— TO DO —
Search the records for lines that contain the word "absolute". Copy them all.

Stored data
BEGIN
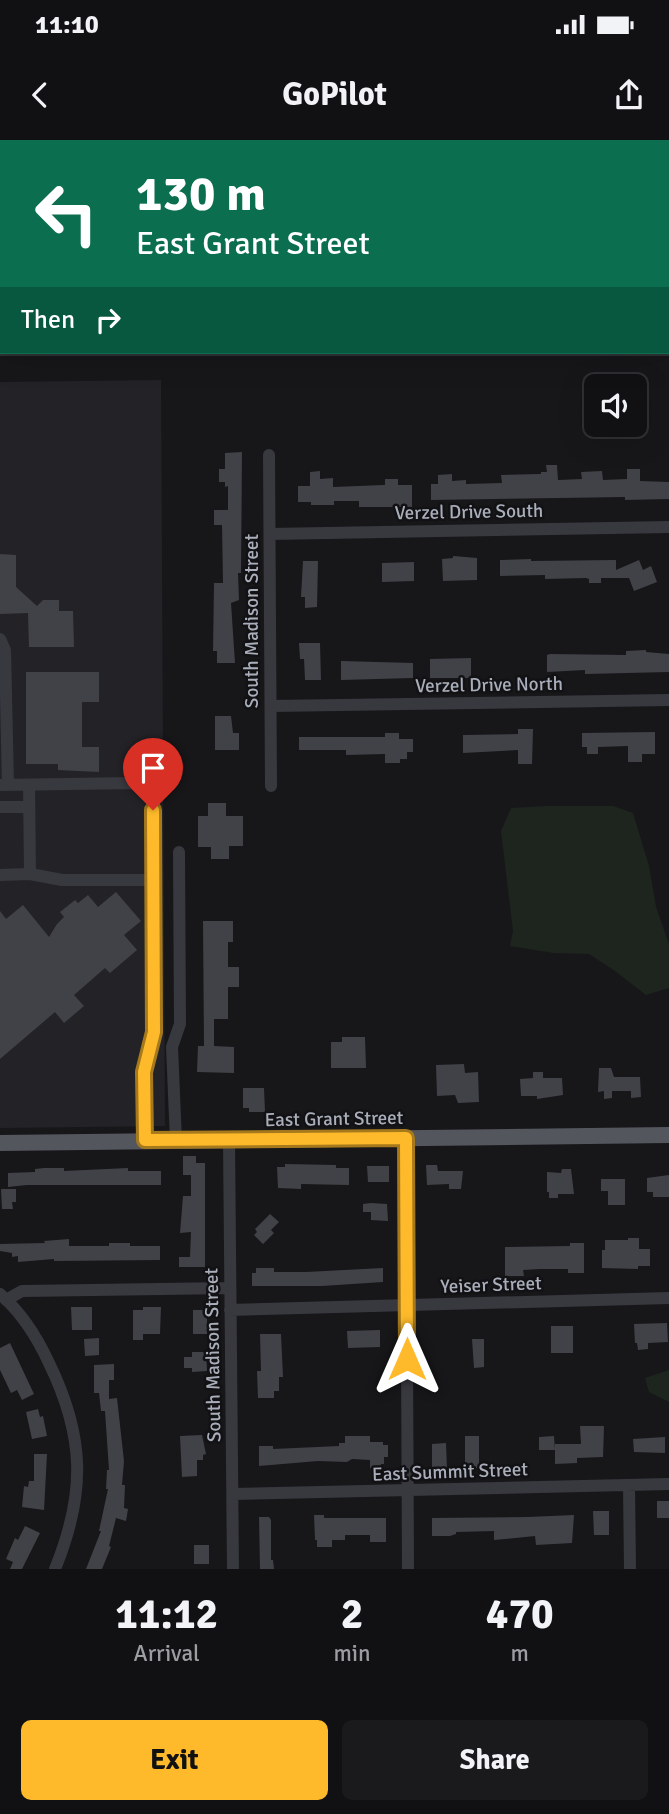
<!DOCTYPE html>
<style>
:root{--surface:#111114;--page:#1a1a1d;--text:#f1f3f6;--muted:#9c9da0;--line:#303134;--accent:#feba2b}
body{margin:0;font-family:Signika,sans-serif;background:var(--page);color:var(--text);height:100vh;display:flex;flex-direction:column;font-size:26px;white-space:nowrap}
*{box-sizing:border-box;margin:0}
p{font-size:23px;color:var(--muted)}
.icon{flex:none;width:38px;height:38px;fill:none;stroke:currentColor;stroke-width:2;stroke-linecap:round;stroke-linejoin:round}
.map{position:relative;height:1429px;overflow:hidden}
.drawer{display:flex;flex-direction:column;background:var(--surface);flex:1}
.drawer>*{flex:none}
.guide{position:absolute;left:0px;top:0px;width:670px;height:214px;box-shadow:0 7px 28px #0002,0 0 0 2px var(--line);background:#0b6e4f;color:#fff;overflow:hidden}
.buttons{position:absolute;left:584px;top:234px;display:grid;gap:14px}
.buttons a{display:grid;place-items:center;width:63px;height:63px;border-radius:10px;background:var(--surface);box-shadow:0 7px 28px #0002,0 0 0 2px var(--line);font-size:35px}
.pin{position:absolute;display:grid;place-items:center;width:60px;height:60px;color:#fff;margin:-72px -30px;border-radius:50% 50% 50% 0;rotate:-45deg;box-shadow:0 0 7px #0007}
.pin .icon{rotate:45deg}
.me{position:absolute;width:77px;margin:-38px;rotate:0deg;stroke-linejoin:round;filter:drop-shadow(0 0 5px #0008)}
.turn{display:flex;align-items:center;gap:24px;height:147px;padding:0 21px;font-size:32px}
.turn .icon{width:91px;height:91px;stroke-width:2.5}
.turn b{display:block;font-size:49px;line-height:60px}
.then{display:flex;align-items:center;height:66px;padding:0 21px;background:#0003;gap:14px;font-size:26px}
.eta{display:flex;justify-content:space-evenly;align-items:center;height:119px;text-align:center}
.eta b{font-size:42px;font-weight:700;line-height:49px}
.cta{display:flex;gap:14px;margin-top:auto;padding:14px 21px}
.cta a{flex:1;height:80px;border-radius:10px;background:var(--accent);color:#111;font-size:28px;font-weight:700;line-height:80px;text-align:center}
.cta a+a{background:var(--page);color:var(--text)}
.status{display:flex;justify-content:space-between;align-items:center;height:49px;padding:0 35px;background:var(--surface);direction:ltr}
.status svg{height:19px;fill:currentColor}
header{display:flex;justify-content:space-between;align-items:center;height:91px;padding:0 21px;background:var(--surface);font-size:32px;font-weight:700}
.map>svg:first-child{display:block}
</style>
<div class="status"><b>11:10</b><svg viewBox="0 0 49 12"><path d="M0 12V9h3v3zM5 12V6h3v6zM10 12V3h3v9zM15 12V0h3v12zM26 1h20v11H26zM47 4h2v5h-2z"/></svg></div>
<header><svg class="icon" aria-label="back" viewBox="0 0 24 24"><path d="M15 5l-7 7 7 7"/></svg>GoPilot<svg class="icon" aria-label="share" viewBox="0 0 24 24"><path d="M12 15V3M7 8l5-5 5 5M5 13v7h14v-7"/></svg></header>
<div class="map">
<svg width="669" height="1429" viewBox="0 0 669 1429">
<rect width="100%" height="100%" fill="#17171a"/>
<path fill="#232327" d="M161,240l4,746 -165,2v-746z"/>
<path fill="#1d251e" d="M546,666h67l20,7 16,53 7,41 13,37v44l-23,7 -31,-24 -26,-17 -35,-1 -44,-7 3,-15 -12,-100 10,-23z
M669,1230v32l-20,-10 -4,-14z"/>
<path fill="#414247" d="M242,312l-1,121h-3l1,27 -8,3 4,60h-18v-12h-4l1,-68h9l-1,-58h-8v-15h14v-24l-3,1v-5h-6v-13h6v-16z
M546,325h11l1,15 24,-1 -1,-7 21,-1 1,9 24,-1v-10h13v12l29,1v17l-44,1v-3l-194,3v-16h7v-9l14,-1v7l14,-1v4l36,-1 -1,-8 40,-1v-2h6z
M320,331v8l13,-1v9l50,-2h2v-6h13v6h14v22h-53v-6h-25v4h-23v-3h-13v-16h12v-14z
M0,414l16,1v32l21,19 6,-6h16v11h14l1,36h-45l-1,-34 -28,1z
M453,416l24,2v22l-34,1 -1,-22 11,-1z
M531,419v2l85,-1v10l23,-10 4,10 8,-4 6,16 -23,9 -5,-13h-28v5h-12v-4l-3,-1 -41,1v-4l-45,1v-16z
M303,421h15l-1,46 -12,1v-11h-4z
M414,422v19l-32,1v-19z
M299,503h21l1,37h-16l-1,-21h-4z
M646,510v2l23,2v18l-84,2v-4l-38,2v-17l3,-1 76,1v-4z
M471,518v20h-41v-19z
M341,521l72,2v15l-72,2z
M26,532h73v30h-17v45h17v25l-41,-2v-6h-32z
M215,576h16l2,17h6v17h-24z
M518,589h15l-1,35h-14v-14l-55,3v-18l55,-1z
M655,592v22h-13v8h-14v-16l-30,1v7h-11v-7h-5v-14z
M385,593h14v6h14v13h-6v7h-7v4h-15v-9l-39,1v-5h-47v-13h86z
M208,663h18v13h17v30h-14v13h-18v-12h-13v-31h10z
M116,752l25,29 -17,14 13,15 -27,23 -5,-5 -31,27 10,11 -20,17 -9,-11 -55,47v-148l6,8 17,-14 26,32 8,-13 7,-7 -4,-5 15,-12 3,3 10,-8 10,12z
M203,781h30v21h-5v25h11v20h-11v32h-14v27l20,1v26l-37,-1 1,-26h6z
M342,897h23l1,31h-35v-26h11z
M464,924l1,9 13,-1 1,30 -21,1 -3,-8 -18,1 -1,-31z
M599,928h12l3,9h26l1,20 -10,1v-7h-19v7l-8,1v-8l-6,1z
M533,932h10v6h19l1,17 -26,4v-3h-16l-1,-17 13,-1z
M243,948h21l1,24h-16v-4h-6z
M183,1016h13v7h9v104h-26v-10h11l1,-25 -11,1 3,-37h8v-21h-8z
M285,1024l51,1v3h13v17l-48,-1v5l-23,-1 -1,-21h8z
M426,1025h11l1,6h25l-2,18h-12v-5l-22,1z
M367,1026h22v16h-21z
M44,1028h20v3l64,-3v3h33v14h-134l-19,2v-14l27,-1v-3z
M562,1029h9l3,25h-16v4h-9v-6h-2v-20l14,1z
M669,1035v22h-16v-5h-6v-14z
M601,1039h24v26h-17v-14h-7z
M1,1049h15v13h-4l1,7h-11z
M371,1063l16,1 1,17 -17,-1v-8h-8v-8z
M270,1074l9,8 -8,8 3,3 -11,11 -9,-9 3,-3 -2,-3z
M628,1098h11v11h11v17h-12v3l-36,-1v-18h3v-10h23z
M69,1099v7h40v-3h21v3h30v14l-106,1v-2l-36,3v-6l-6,1v-4l-12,-2v-7l45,-1 -1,-2z
M570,1103h14v30h-16v-4h-28l-17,1 1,6h-19v-29l65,-1z
M256,1128h18v4h32l77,-4v14l-61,4h-70v-13h4z
M71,1167h21v23h-20z
M143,1167h18l-1,27h-17v6h-10v-30h10z
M193,1170h14v24h-14z
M667,1183l1,19 -20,1v6l-10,1 -1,-7h-2l-1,-19z
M551,1186h22v27h-22z
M380,1190v17l-32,1 -1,-17z
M260,1194h21l2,43h-4v14h-5v7h-16l-1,-27h4z
M99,1198v17l-14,1 -1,-17z
M472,1199h12v28l-10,1z
M10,1203l24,51 -12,6 -5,-10 -6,3 -11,-23v-22z
M192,1212h14l1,19 -15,1v-4h-8v-11h8z
M114,1224v16h-5v19l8,-1 7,63 -2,24h3l-1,23 4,1 -2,12 -10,-3 -7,28 2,1 -9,22h-16l15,-38h-2l9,-42h-2l1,-19h2l-4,-59h-4l-2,-18h-5v-28z
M38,1269l2,8 3,-1 4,20 -15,3 -6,-27z
M580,1286h24l-1,31 -26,1v5l-22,1v-20h26z
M202,1295l4,19 -3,1v5h-6v16l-15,1 -2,-41z
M345,1296h25v6h13v3h5v12h-4v7h-3v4h-11v-8l-18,-1 -5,3 -29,-1 -59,5v-20h14v3l66,-3v-3h6z
M465,1296h14v32h-14z
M554,1296l1,14h-16v-13z
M665,1297v16l-31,-1 -1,-13z
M446,1303l1,27h-15v-26z
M34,1314h13l-3,56 -22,-3 2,-21 4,1 1,-6h5z
M657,1361h12v17h-12z
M593,1371h16v24h-15z
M314,1375h10v3h62v24h-16v-7h-25v5h-13v7h-15v-7h-2z
M574,1375l-2,28 -36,2 -1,-9 -41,4v-9l-38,1v2l-6,2h-18v-18l96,-1z
M259,1377h10l2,3v40h2l1,9h-14z
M25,1386l15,7 -18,36h-12l3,-7 -7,-3 9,-21 3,2z
M194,1405h15v19h-15z"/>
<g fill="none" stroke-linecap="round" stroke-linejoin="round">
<path stroke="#38393f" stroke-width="12" d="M269,315l2,331
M270,394l399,-7
M0,499l5,11 3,135
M271,566l398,-6
M0,645l136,-2 17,4 1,245 -10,40 1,69
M29,645l1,89
M0,667h29
M0,735l30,-1 32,6h92
M406,998l2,431
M176,1001l-4,-94 8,-23 -1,-172
M229,1001l4,428
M0,1154c22,19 37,43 49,69 36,74 37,130 6,206
M6,1160l16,-9 208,-3
M230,1170l439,-12
M629,1345l1,84
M233,1354l436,-10"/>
<path stroke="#54565e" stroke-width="16" d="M0,1003l669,-8"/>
</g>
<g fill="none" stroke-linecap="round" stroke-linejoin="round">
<defs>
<path id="route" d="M153,670l1,222 -10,40 1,68 261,-2 1,221"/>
</defs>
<use href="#route" stroke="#a5791c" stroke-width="18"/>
<use href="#route" stroke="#feba2b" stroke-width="12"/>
</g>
<g text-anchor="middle" stroke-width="5" stroke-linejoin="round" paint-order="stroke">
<g font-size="19" fill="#a9aeba" stroke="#121215">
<text transform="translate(469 371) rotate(-1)" y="7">Verzel Drive South</text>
<text transform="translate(251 481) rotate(-90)" y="7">South Madison Street</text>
<text transform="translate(489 544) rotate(-1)" y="7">Verzel Drive North</text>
<text transform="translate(334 978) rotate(-1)" y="7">East Grant Street</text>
<text transform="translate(491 1144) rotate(-2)" y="7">Yeiser Street</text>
<text transform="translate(212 1215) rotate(-91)" y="7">South Madison Street</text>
<text transform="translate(450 1331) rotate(-2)" y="7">East Summit Street</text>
</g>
</g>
</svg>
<div class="buttons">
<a><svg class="icon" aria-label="sound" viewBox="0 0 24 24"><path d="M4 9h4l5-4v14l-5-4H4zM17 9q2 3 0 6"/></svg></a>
</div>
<div class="pin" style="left:153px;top:670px;background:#d93025"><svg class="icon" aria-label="arrive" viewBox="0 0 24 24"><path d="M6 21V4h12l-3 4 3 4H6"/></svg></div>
<svg class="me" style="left:407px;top:1219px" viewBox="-20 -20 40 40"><path d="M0-17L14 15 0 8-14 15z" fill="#feba2b" stroke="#fff" stroke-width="4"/></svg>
<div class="guide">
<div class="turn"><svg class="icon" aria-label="left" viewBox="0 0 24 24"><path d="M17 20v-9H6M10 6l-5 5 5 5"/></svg><div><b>130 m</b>East Grant Street</div></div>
<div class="then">Then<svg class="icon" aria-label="right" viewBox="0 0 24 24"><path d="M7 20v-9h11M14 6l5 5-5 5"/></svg></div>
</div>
</div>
<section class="drawer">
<div class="eta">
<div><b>11:12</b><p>Arrival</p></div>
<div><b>2</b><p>min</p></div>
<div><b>470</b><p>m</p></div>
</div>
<div class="cta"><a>Exit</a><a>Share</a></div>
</section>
END
— WRITTEN RESPONSE —
.guide{position:absolute;left:0px;top:0px;width:670px;height:214px;box-shadow:0 7px 28px #0002,0 0 0 2px var(--line);background:#0b6e4f;color:#fff;overflow:hidden}
.buttons{position:absolute;left:584px;top:234px;display:grid;gap:14px}
.pin{position:absolute;display:grid;place-items:center;width:60px;height:60px;color:#fff;margin:-72px -30px;border-radius:50% 50% 50% 0;rotate:-45deg;box-shadow:0 0 7px #0007}
.me{position:absolute;width:77px;margin:-38px;rotate:0deg;stroke-linejoin:round;filter:drop-shadow(0 0 5px #0008)}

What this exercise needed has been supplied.